Moreover, it is not just the people of the Niger Delta but all the oppressed classes throughout Nigeria who suffer as a result of the imperialist stranglehold on Nigeria’s economy. It cuts the rebels from their potential allies throughout Nigeria to talk of “the murderous ethnic majority in Nigeria”. While the Nigerian compradors can only rely on ethnicity to maintain some degree of mass support while they continue to indulge in the kleptomanic sprees that are their reward for controlling the Nigerian masses for the benefit of imperialist looters, nevertheless it is important to help the exploited and oppressed community to break the ethic link with their exploiters and to join the fight of the Ijaws and others to push imperialism out of the whole country.

Even in areas of Nigeria where there is no oil, the masses of the people are not living in luxury from the proceeds of the sale of Niger Delta oil – quite the contrary.

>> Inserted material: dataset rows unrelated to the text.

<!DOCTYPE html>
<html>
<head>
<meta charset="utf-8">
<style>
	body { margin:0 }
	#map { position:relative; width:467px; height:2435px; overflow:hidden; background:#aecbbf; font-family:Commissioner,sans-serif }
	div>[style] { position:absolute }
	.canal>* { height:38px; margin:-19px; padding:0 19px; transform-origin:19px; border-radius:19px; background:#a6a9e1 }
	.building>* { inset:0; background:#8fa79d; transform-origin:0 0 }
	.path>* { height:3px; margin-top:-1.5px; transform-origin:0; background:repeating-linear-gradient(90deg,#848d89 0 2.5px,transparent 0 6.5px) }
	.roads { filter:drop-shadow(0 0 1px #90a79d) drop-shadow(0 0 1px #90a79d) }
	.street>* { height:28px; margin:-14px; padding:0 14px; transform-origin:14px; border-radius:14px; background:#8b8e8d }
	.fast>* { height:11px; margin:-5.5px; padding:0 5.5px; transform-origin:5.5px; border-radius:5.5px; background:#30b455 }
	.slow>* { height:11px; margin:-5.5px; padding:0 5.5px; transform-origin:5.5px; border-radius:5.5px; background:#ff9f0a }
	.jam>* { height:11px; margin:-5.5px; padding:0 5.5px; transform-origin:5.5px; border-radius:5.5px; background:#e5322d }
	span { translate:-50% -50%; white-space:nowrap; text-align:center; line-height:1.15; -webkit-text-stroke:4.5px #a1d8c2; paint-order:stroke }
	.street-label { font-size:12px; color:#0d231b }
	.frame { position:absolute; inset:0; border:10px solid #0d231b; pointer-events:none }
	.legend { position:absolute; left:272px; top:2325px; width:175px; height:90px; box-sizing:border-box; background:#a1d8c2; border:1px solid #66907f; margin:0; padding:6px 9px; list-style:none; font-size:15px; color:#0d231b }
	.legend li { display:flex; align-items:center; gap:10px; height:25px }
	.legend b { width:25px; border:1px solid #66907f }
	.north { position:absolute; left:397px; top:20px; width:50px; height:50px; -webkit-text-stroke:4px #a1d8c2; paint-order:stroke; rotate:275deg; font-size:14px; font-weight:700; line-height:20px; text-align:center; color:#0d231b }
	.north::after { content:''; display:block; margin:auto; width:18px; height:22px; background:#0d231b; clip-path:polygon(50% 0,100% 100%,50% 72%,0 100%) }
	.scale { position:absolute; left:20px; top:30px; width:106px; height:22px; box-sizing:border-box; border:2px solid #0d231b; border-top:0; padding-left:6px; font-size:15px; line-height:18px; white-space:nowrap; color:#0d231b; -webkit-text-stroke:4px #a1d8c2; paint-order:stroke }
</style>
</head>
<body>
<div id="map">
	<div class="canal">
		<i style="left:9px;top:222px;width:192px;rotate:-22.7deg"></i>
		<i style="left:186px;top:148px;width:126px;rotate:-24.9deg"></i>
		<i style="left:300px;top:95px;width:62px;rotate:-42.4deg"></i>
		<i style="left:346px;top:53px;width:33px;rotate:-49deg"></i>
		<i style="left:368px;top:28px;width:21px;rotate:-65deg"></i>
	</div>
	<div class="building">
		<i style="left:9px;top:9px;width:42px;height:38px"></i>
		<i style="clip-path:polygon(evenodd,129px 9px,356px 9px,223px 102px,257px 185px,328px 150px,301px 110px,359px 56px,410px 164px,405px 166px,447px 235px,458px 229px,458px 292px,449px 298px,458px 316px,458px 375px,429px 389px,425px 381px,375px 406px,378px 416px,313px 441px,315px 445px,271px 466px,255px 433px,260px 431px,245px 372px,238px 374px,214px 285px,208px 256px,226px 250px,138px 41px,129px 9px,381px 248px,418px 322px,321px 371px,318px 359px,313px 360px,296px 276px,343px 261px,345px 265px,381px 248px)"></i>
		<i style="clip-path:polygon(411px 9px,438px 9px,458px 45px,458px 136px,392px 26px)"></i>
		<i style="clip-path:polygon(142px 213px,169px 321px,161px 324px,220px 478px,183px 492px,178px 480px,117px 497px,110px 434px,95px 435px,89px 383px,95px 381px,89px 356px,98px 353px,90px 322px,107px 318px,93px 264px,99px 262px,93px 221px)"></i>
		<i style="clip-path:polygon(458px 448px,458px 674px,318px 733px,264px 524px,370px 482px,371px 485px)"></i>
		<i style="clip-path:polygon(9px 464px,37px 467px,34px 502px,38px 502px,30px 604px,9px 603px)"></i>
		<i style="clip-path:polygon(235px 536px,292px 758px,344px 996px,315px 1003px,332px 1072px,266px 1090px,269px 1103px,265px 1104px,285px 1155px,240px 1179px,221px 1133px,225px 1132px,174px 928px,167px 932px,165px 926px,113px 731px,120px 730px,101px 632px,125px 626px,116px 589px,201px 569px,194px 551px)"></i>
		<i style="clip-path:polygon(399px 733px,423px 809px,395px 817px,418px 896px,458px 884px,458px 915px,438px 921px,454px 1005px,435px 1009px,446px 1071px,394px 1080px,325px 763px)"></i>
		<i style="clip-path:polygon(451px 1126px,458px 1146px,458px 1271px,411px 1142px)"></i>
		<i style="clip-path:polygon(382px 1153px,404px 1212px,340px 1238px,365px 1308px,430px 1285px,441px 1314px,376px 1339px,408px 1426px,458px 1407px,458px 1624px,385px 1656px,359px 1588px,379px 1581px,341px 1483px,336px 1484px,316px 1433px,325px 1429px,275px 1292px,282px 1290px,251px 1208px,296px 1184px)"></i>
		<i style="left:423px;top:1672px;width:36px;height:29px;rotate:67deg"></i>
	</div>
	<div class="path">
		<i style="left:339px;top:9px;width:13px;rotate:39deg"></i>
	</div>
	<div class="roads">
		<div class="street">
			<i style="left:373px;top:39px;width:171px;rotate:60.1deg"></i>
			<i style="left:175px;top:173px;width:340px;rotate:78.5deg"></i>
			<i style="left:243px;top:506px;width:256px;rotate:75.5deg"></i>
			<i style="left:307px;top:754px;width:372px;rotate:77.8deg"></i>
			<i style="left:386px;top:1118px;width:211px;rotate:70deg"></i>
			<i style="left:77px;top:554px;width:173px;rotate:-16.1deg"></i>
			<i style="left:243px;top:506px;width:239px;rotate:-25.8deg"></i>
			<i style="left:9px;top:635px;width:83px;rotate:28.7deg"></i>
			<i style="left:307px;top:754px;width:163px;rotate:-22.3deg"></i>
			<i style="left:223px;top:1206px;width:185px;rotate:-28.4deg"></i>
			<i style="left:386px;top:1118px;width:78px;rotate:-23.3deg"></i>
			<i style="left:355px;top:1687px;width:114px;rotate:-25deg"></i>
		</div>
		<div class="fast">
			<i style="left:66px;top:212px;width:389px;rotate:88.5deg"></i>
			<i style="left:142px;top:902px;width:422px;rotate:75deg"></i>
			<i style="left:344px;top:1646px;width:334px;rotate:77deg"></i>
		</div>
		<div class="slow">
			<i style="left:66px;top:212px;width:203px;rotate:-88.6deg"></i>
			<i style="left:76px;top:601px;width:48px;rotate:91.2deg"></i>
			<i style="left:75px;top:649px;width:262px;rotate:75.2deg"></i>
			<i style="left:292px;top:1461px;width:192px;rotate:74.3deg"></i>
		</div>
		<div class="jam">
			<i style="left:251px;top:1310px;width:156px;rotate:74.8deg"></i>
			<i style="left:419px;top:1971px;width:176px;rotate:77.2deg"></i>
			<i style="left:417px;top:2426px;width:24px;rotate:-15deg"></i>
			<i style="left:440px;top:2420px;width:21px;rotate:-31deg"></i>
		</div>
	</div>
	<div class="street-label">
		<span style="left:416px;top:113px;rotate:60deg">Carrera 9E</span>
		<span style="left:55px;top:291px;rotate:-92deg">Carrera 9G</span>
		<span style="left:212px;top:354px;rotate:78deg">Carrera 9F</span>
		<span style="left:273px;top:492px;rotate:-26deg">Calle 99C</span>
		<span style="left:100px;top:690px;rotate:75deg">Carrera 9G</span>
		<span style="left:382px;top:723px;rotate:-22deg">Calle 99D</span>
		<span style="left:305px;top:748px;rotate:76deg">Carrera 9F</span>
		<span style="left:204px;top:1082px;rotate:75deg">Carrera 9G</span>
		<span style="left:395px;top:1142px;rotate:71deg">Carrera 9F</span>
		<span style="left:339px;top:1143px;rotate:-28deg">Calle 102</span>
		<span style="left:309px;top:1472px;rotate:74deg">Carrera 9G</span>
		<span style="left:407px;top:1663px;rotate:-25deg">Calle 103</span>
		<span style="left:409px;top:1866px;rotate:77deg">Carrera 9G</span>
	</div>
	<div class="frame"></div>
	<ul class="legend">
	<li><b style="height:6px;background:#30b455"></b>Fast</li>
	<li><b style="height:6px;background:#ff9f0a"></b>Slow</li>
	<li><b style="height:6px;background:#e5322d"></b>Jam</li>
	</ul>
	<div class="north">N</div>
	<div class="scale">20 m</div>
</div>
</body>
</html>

The only Nigerians to derive any benefit from the oil are a tiny handful of compradors, who also, at the behest of imperialism, flood the Nigerian market with cheap imperialist-produced goods, destroying all local industry and business, which are not in a position to compete against their technologically advanced foreign rivals. This translates into mass unemployment and a plummeting standard of living for working people throughout Nigeria for whom oil has brought not wealth but deepening poverty.

s We look forward to the proletariat and peasantry of Nigeria overcoming all ethnic divisions and pooling their massive strength to eject the deadly imperialist parasite from their country for once and for all.